A coronavirus lesson Kothari learned as a businessman–the advantage of going online—he has brought to the social programming he does for LGBTQ+ adults. For Las Vegas PRIDE, where he had been offering traditional in-person classes, Kothari discovered that being forced to go online enabled him to tailor his product to the needs of individuals. Kothari says that as a middle school teacher he has had as many as 45 students in a class. Online classes have an infinite capacity and can utilize teaching teams of multiple teachers to address multiple learning needs and so tailor the online learning experience to each individual child.
Kothari said his intellectual curiosity brought him into the law when he was a Ph.D candidate in chemistry. “I wanted to know everything rather than becoming specialized.”
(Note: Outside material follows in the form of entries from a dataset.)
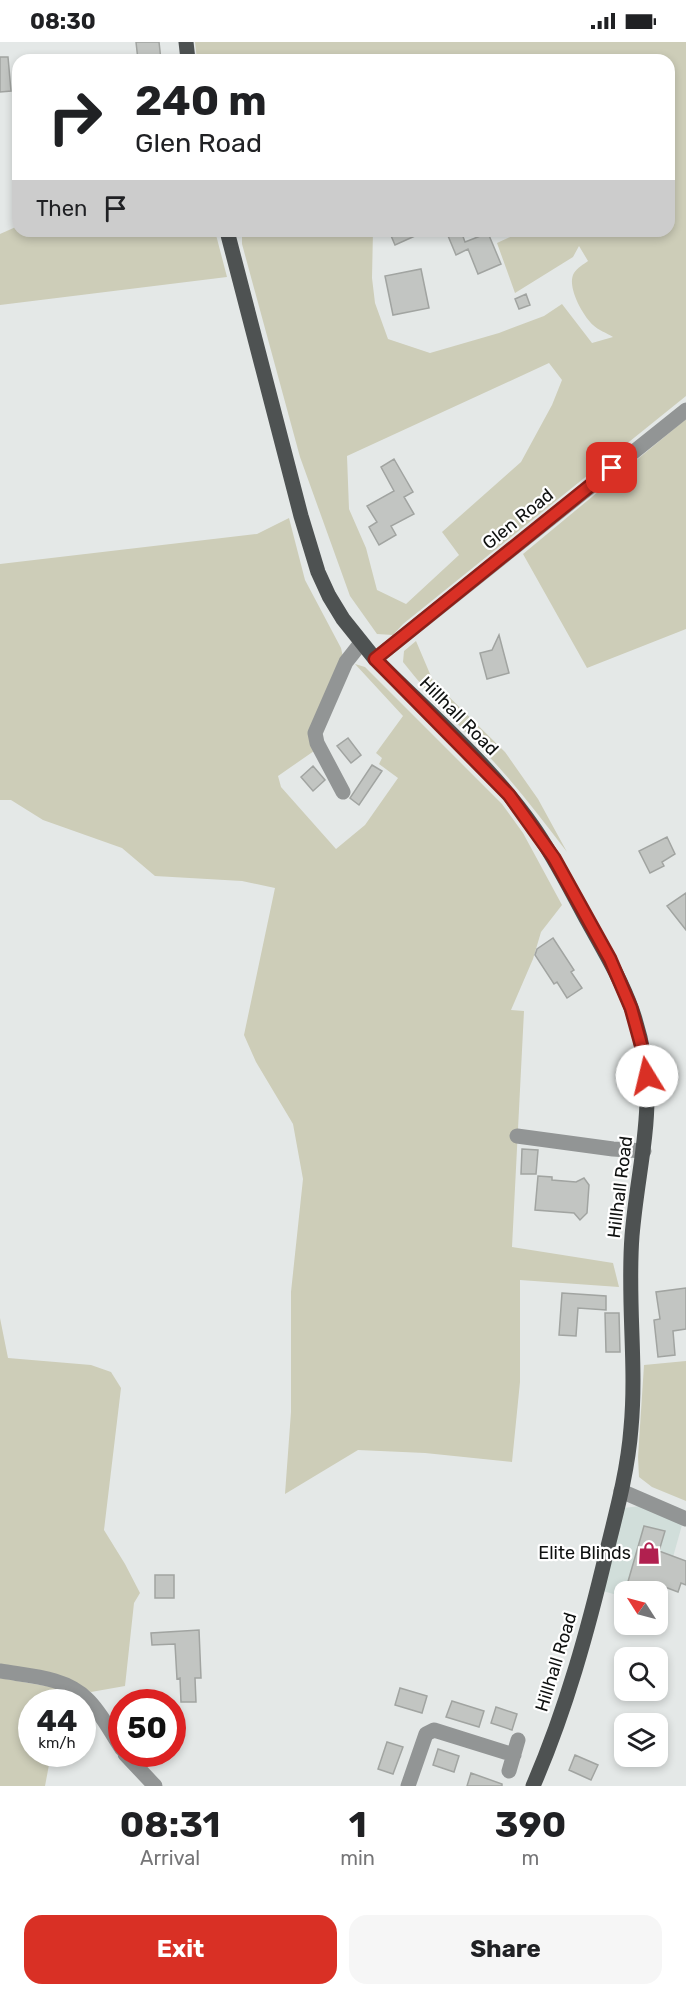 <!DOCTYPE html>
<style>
:root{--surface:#fff;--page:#f6f6f6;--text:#202124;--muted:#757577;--accent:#d93025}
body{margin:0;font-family:Rubik,sans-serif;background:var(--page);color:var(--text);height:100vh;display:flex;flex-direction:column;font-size:22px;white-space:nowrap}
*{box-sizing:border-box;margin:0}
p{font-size:20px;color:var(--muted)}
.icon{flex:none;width:33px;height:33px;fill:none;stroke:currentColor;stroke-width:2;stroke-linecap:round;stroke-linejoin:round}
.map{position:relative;height:1744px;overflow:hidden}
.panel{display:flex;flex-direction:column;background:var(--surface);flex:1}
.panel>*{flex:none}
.guide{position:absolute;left:12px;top:12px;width:663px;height:183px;border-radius:18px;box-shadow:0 3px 9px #0003;background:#fff;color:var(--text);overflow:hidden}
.needle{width:39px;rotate:306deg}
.fabs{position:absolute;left:614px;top:1539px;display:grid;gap:12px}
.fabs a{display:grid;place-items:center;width:54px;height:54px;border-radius:12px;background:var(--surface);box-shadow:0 3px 9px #0003;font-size:30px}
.speed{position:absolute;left:18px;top:1647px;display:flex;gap:12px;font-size:30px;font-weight:700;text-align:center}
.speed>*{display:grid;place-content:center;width:78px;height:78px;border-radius:50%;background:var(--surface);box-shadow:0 3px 9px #0003;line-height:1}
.speed small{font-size:15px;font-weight:400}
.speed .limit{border:9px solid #d22;background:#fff;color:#111}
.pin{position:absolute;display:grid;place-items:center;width:51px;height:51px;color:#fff;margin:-26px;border-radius:12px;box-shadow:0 3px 9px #0006}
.me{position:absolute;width:66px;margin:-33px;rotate:351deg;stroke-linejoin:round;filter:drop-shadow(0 0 4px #0008)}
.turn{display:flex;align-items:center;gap:21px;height:126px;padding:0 24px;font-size:27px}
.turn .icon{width:78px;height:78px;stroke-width:2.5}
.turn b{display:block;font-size:42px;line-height:51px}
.then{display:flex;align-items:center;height:57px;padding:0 24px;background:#0003;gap:12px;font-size:22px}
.eta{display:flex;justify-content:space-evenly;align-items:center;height:102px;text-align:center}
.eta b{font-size:36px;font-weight:700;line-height:42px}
.button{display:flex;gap:12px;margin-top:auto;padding:12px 24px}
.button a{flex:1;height:69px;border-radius:18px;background:var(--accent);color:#fff;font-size:24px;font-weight:700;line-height:69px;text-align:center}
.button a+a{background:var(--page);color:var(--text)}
.status{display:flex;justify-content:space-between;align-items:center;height:42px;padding:0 30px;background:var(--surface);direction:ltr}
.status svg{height:16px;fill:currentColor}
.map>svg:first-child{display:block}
.built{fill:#d1deda}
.green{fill:#cdcdb8;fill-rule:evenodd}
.building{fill:#c2c5c2;stroke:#a1a4a1;stroke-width:1.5}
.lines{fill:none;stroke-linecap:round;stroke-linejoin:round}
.minor{stroke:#929595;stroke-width:15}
.major{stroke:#4e5252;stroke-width:15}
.route-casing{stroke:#8d1f18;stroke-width:15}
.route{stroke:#d93025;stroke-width:10}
.labels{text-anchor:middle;stroke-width:4.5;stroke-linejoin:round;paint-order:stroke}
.street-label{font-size:18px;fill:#0f1110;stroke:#fff}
.poi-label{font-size:18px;fill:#0f1110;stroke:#fff;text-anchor:end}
</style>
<div class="status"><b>08:30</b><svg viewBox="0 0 49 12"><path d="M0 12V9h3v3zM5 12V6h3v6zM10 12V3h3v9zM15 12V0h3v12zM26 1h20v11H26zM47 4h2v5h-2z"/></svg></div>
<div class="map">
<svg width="686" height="1744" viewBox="0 0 686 1744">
<rect width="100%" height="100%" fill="#e4e8e7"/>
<path class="built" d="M640,1464L682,1483L659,1565L657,1550H624V1555L603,1549L624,1466Z"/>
<path class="green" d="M195,0H686V354L403,582L393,593L377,592L350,554L300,415L242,202V189H373L372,236L375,261L388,297L430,311L499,291L544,274L562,262L592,301L613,295C607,291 598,288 593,283C583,274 566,244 574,231C577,226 584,222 588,219L579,204L573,215L515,251L497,201L523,189H669V18H197ZM549,321L562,338L552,363L521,420L442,490L459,513L406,562L377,548L366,506L349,467L347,414Z
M18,184V189H104L107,194L122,189H215L227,235L0,263V192Z
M686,377V587L587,626L523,512Z
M289,476L305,538L341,606L343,615L314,709L278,734L281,745L336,807L365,783L398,736L379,722L382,716L376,711L403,674L355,622L365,625L502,762L523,791L562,863L541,890L533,917L511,968L524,969L512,1205L613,1221L619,1245L520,1238V1340L512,1420L425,1411L358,1408L285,1452L291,1370V1250L303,1137L293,1082L256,1020L244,993L275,846L242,839L155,834L122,806L43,778L11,758H0V522L257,492Z
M416,599L433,639L505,710L538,757L567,810C543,779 520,748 494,720C463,687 431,656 403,620L404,609Z
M0,1276L8,1316L91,1323L111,1330L121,1346L104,1488L125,1522L140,1551L134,1561L125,1644L91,1650L67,1636L0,1623Z
M686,1319V1459L652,1445L639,1435L638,1415L644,1323Z
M0,1636L63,1647L61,1660H32V1712H51L45,1744H0Z"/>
<path class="building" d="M136,0H159L161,18H138Z
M0,15H8L11,49L0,50Z
M389,189H426L395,203Z
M446,189H461L465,200L488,191L501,222L478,232L468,207L456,213Z
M421,227L429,266L393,273L385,234Z
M526,252L530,263L519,267L515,257Z
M394,417L413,450L404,455L414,472L391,484L396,493L379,503L369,485L377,480L367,464L394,449L381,425Z
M499,593L509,631L487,637L480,611L492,608Z
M348,696L361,713L351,721L337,704Z
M372,723L382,729L359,763L350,756Z
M313,724L325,738L313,749L301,735Z
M667,795L675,812L662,820L664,824L650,831L639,809Z
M686,851V888L667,864Z
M553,896L574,928L571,930L582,946L567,956L557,940L554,942L535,913L537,907Z
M522,1107L538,1108L536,1132H521Z
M538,1134L552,1135V1138L576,1140L584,1136L589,1143L587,1171L580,1178L574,1171L535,1168Z
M686,1246V1287L673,1289L675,1313L658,1315L654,1278L660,1277L656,1250Z
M562,1251L606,1254V1268L578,1266L576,1294L559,1293Z
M605,1271H619L620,1310H606Z
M644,1484L665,1489L659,1509L686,1519V1543L681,1541L678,1550L657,1542L655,1550H625Z
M155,1533H174V1556H155Z
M199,1588L201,1636H195L196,1660H181L180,1636L177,1637L175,1602L152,1603L151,1591Z
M400,1646L427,1654L422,1671L395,1663Z
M452,1659L484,1669L479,1685L446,1675Z
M496,1665L517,1672L512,1688L491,1681Z
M387,1700L403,1705L393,1732L378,1727Z
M438,1707L459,1714L454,1730L433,1723Z
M575,1713L598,1723L591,1738L569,1728Z
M471,1731L502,1742V1744H467Z"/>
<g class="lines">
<path class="minor" d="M375,617L686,368
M343,750L317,701L315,691L346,620L361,601
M517,1094L613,1107L644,1109
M621,1449L686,1477
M0,1629C29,1634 66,1635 87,1657C101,1670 111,1691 122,1707
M125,1712L155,1744
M509,1729L518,1698
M408,1744L426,1692L434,1688L514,1713"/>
<path class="major" d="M186,0L188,18
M227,189L301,474L318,530L329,554L343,577L375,617C427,669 491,724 532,783C554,814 570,847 588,880C604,909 621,937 632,968C662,1054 639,1110 632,1194C627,1258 637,1323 631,1386C628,1427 617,1468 607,1508C588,1588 566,1668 533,1744"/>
</g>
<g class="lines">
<g class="route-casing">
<path id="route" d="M612,426L375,617L509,753L554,816L610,917L631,966L645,1017L647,1034"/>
</g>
<use href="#route" class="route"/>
</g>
<defs>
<g id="shop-bare" transform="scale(1.8)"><path d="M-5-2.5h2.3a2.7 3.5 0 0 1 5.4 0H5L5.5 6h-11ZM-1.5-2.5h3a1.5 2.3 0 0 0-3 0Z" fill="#b1204f" stroke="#fff" stroke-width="2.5" paint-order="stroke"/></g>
</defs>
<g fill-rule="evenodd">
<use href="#shop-bare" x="649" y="1511"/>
</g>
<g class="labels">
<g class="street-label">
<text transform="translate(518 477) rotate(-39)" y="6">Glen Road</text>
<text transform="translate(459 674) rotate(45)" y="6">Hillhall Road</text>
<text transform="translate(620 1145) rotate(-83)" y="6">Hillhall Road</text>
<text transform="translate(556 1620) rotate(-73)" y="6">Hillhall Road</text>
</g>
<g class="poi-label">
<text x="631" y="1517">Elite Blinds</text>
</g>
</g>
</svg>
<div class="fabs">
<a><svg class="needle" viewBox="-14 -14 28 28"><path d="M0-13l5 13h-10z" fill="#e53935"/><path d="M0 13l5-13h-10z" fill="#757577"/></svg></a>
<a><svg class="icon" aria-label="search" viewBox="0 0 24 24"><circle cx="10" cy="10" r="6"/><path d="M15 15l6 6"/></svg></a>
<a><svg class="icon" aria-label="layers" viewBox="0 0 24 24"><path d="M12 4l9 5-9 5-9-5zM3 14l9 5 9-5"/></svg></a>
</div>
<div class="speed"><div>44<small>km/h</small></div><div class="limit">50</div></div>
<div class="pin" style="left:612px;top:426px;background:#d93025"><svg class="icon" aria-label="arrive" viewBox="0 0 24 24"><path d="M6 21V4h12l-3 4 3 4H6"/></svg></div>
<svg class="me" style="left:647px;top:1034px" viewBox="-20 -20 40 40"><circle r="19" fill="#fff"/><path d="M0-13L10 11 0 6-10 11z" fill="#d93025"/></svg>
<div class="guide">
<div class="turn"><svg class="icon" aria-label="right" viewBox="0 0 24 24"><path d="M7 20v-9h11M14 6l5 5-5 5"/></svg><div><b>240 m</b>Glen Road</div></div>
<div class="then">Then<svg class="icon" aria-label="arrive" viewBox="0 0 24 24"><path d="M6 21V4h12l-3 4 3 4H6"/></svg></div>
</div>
</div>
<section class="panel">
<div class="eta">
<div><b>08:31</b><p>Arrival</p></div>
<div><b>1</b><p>min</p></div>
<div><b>390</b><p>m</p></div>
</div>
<div class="button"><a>Exit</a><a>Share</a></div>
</section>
Kothari’s father and mother emigrated to the United States from India in the 70s and he had the opportunity to live and work in India, which explains his passion for skiing and snowboarding. One year to encourage his middle school students to improve their grades he offered financial incentives towards a class ski trip. Every student attained a high enough grade to earn the incentive to pay for the trip. His favorite sports team–the Las Vegas Golden Knights, of course.